*** Records provided Section Begins ***

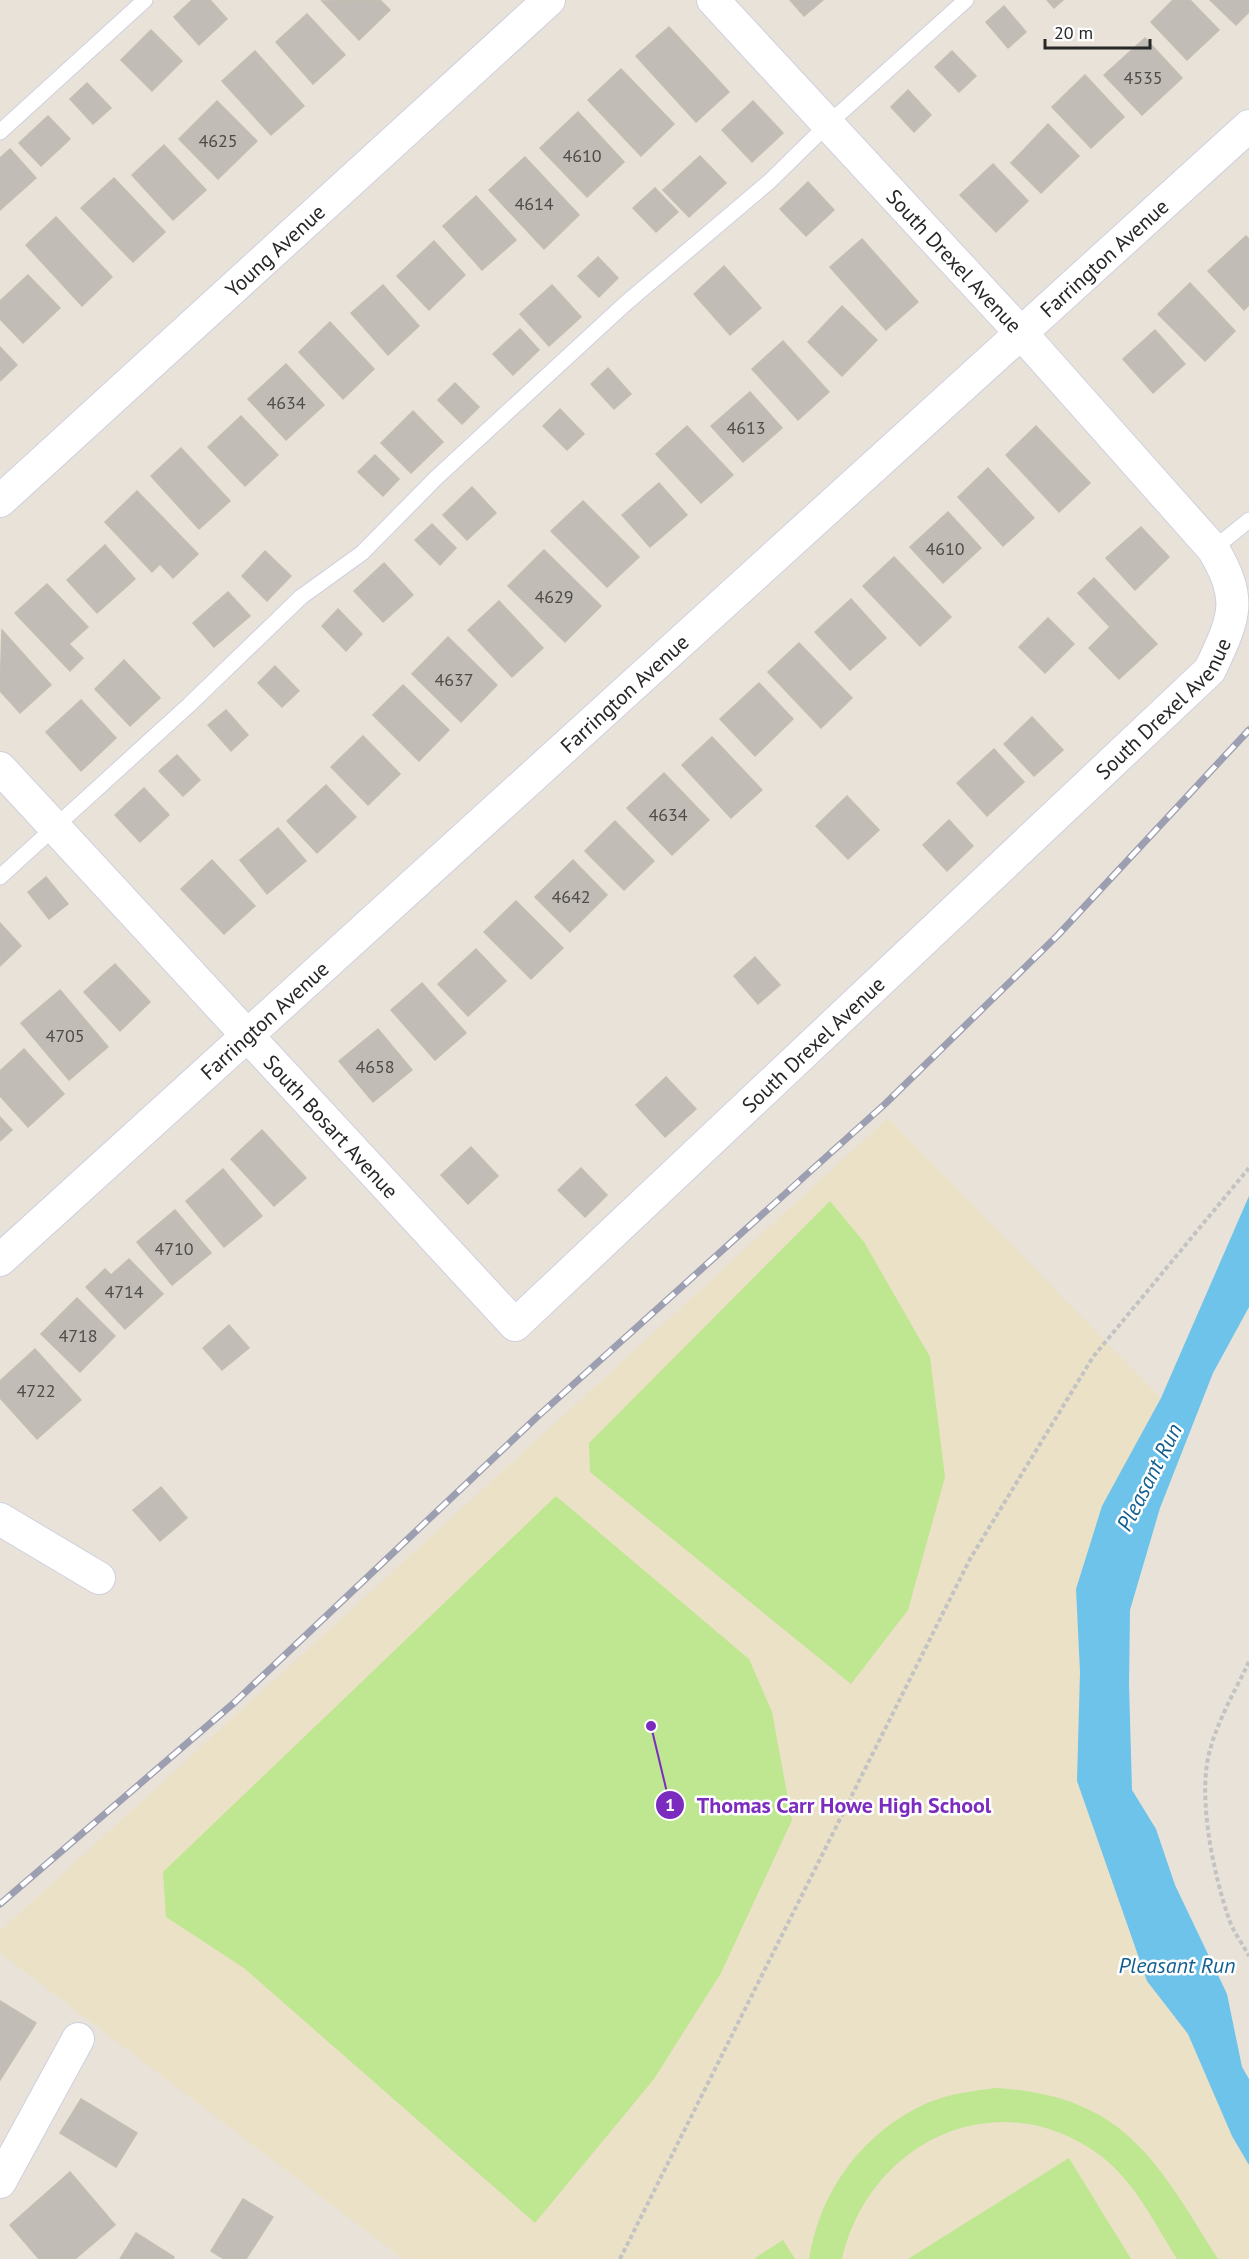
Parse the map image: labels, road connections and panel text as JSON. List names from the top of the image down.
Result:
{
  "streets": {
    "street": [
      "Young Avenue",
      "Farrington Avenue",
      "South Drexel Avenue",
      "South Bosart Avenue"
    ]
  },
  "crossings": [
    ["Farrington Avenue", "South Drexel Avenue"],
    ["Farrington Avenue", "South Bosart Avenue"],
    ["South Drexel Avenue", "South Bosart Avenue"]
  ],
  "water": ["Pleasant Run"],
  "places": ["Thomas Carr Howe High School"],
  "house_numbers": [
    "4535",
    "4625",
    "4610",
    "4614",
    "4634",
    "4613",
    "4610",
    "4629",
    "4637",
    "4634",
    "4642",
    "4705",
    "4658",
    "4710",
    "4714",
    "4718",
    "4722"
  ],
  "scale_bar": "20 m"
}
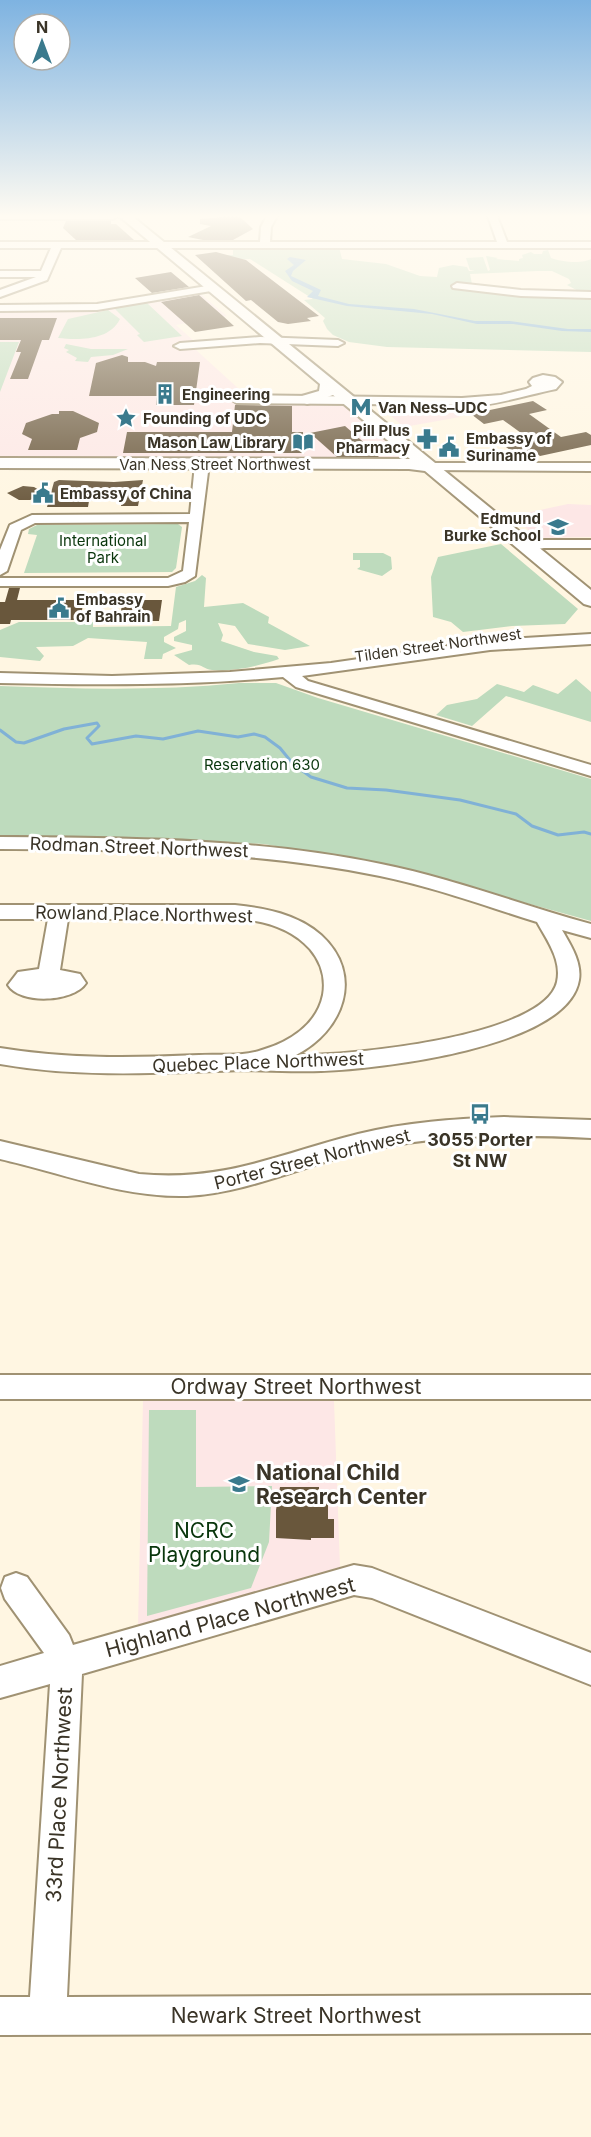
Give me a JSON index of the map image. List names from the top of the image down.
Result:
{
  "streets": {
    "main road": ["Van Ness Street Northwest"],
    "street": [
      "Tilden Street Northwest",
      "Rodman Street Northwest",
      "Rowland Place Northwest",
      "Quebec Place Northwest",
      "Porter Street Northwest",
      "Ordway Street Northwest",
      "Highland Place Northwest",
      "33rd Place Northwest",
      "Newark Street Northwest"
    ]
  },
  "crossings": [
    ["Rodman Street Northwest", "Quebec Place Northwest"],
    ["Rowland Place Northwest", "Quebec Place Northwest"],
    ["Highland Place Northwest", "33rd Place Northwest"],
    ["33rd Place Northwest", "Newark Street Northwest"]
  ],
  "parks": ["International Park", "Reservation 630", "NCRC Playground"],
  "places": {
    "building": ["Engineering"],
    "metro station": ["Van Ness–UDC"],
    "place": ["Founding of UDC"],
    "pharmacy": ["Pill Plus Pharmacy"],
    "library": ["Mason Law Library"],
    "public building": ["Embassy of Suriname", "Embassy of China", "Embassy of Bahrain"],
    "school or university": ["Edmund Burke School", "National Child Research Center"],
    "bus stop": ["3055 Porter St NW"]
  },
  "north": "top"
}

*** Records provided Section Ends ***

> _Task to complete_
Find the lines in the records that contain the word "building", then copy every one of them.

> _Result for this exercise_
    "building": ["Engineering"],
    "public building": ["Embassy of Suriname", "Embassy of China", "Embassy of Bahrain"],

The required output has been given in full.